Exercise description >>
Tally every line of the material that includes "Jeversche", then give the tally and nothing else.

Data shown >>

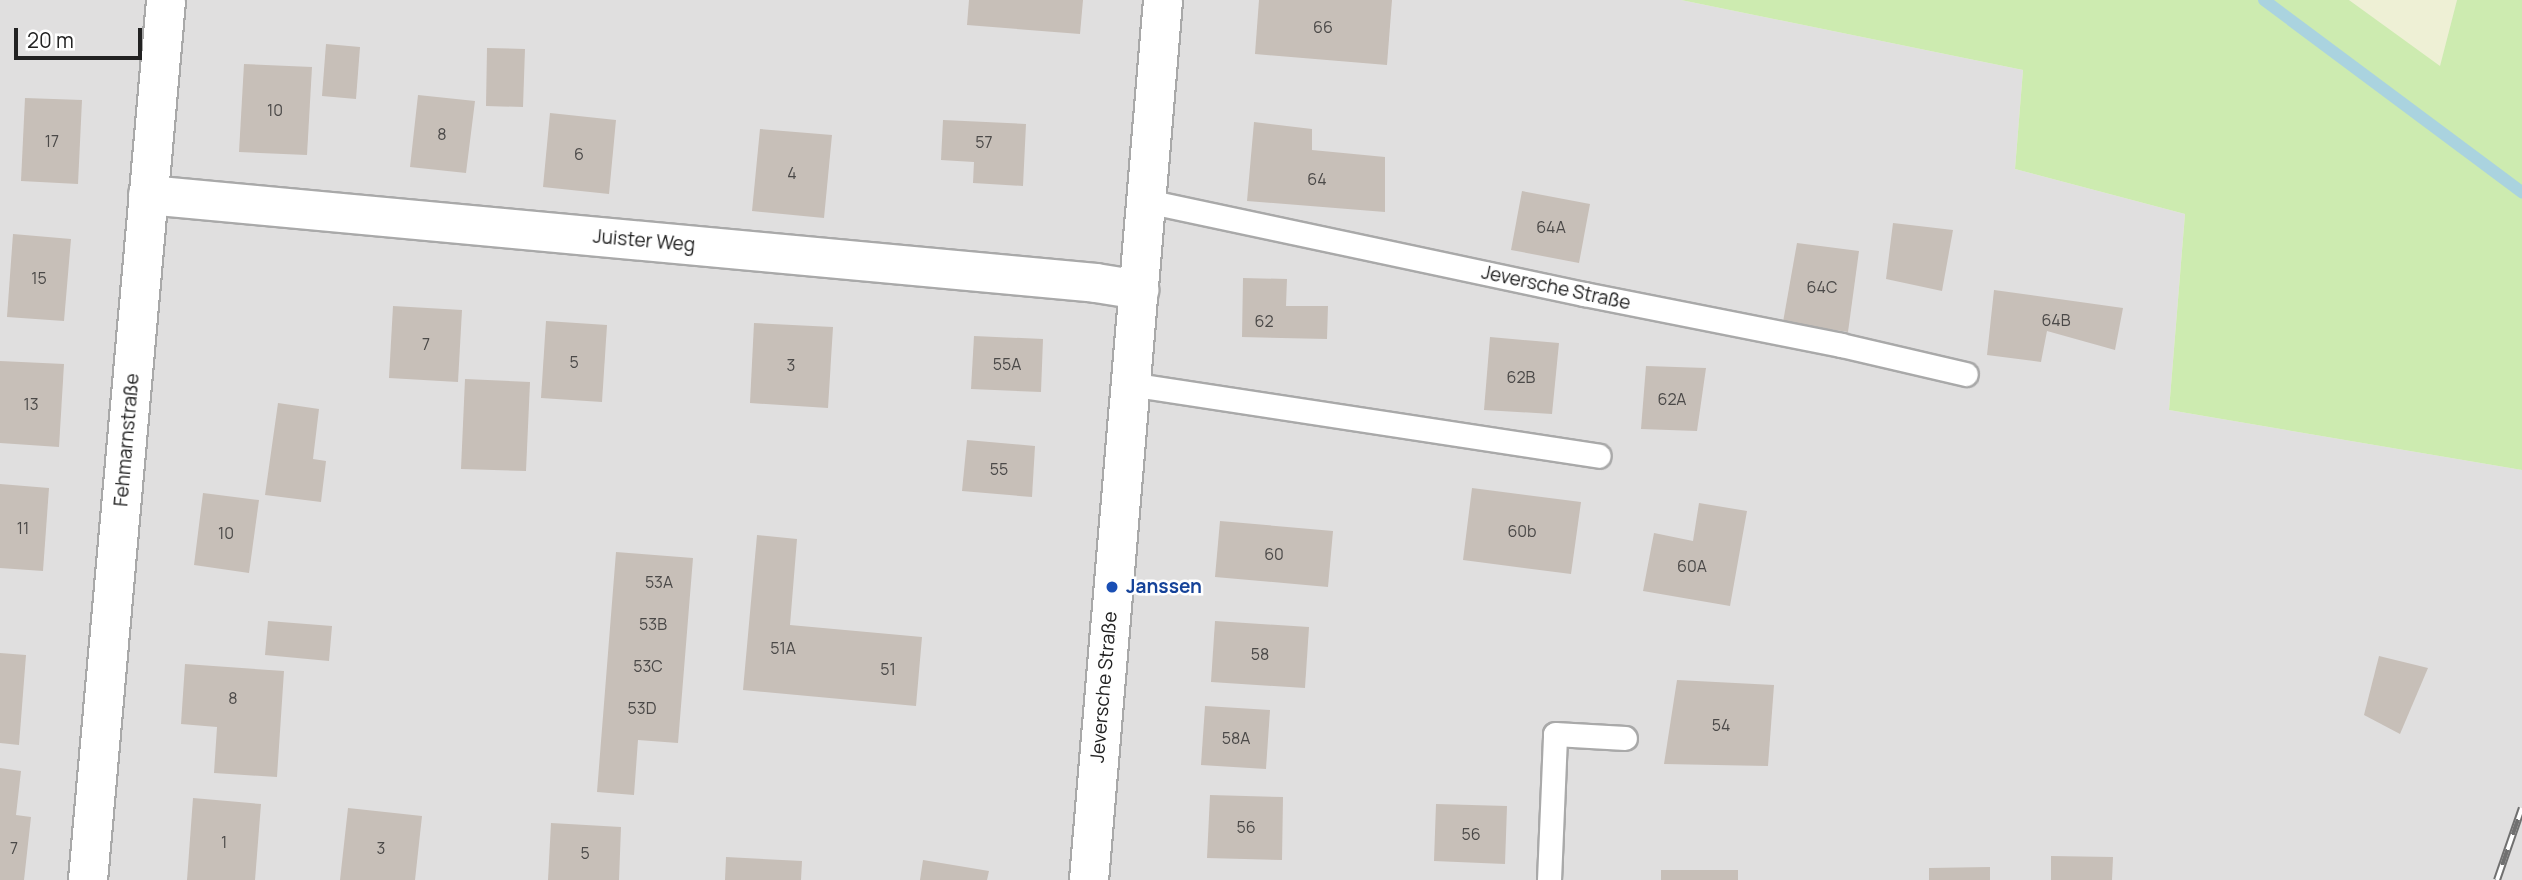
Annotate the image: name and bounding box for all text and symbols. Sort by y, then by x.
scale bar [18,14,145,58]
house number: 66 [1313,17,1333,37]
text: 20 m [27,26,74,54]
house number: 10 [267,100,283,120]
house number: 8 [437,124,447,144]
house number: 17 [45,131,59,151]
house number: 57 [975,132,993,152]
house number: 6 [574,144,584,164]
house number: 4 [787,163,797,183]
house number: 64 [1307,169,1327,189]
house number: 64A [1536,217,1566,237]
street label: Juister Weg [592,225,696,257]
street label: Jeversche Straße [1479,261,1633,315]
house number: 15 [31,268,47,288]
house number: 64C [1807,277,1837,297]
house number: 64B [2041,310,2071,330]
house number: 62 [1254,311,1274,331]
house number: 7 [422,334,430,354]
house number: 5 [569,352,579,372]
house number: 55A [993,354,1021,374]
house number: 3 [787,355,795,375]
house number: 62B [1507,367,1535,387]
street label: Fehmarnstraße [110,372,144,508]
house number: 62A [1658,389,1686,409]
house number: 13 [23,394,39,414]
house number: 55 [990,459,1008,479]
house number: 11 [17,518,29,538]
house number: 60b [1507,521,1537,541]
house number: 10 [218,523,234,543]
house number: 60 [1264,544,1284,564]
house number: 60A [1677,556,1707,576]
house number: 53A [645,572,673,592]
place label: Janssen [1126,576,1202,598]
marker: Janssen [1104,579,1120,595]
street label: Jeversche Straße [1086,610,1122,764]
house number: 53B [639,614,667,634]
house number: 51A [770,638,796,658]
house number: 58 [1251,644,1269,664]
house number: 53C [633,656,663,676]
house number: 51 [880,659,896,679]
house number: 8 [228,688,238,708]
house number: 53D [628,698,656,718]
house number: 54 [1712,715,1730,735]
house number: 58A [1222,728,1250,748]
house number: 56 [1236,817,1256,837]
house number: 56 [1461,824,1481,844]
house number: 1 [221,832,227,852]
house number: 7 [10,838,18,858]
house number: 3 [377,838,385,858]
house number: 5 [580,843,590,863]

...

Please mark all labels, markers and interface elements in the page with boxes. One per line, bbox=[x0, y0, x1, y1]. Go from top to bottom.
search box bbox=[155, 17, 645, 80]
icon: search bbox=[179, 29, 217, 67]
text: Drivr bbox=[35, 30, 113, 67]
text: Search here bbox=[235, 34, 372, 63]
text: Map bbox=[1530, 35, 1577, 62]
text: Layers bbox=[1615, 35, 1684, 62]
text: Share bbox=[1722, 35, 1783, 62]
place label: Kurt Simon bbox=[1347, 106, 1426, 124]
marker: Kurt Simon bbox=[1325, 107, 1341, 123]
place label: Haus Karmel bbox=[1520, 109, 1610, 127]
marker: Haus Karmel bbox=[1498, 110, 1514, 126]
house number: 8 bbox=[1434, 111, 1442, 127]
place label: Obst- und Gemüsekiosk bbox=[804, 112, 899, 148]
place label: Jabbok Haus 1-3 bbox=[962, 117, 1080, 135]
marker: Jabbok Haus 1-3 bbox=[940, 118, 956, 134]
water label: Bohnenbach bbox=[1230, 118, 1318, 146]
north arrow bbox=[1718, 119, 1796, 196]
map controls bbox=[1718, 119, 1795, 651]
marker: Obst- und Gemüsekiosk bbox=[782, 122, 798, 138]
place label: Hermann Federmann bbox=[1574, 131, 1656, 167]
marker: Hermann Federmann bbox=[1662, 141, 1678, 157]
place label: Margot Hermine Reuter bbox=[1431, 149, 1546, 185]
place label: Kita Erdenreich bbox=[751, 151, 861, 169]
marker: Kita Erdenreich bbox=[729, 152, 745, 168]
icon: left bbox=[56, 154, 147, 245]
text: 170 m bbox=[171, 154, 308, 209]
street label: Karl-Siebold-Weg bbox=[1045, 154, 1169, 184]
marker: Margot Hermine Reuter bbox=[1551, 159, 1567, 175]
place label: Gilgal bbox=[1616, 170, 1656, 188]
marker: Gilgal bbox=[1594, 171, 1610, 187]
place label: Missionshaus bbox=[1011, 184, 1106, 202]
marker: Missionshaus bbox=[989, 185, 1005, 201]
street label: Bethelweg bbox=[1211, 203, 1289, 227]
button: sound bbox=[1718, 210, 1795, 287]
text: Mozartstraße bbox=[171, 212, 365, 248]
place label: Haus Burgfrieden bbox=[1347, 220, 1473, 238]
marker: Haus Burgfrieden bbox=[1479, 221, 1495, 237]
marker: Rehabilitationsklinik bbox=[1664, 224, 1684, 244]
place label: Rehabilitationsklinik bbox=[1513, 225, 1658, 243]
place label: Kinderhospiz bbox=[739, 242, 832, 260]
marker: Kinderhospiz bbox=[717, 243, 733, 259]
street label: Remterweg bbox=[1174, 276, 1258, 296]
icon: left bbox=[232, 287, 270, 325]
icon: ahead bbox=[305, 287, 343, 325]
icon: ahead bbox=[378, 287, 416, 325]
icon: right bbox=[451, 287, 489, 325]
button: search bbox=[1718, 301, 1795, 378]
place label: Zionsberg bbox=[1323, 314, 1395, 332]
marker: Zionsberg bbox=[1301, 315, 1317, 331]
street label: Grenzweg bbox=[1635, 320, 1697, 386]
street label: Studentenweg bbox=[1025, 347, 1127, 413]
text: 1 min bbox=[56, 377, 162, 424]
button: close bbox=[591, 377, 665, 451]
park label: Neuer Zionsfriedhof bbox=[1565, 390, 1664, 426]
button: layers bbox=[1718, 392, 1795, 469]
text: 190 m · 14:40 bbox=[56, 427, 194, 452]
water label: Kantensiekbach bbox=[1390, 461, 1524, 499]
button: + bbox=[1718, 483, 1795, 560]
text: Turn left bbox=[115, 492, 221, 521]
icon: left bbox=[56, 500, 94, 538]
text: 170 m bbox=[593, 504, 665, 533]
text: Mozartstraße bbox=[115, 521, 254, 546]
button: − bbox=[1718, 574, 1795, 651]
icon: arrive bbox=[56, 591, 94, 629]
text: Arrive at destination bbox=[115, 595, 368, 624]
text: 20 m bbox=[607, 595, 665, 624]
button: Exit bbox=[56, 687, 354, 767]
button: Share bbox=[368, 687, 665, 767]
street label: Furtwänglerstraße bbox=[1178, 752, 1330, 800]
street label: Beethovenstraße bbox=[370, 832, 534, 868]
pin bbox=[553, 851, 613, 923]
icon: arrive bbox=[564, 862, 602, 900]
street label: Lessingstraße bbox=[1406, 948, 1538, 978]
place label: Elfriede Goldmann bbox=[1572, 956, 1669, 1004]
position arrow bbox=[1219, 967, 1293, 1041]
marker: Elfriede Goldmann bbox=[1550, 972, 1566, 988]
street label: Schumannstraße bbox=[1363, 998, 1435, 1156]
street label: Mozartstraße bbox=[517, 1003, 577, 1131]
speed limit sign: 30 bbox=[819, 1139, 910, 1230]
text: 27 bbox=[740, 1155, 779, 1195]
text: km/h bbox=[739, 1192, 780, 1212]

Expected output >>
2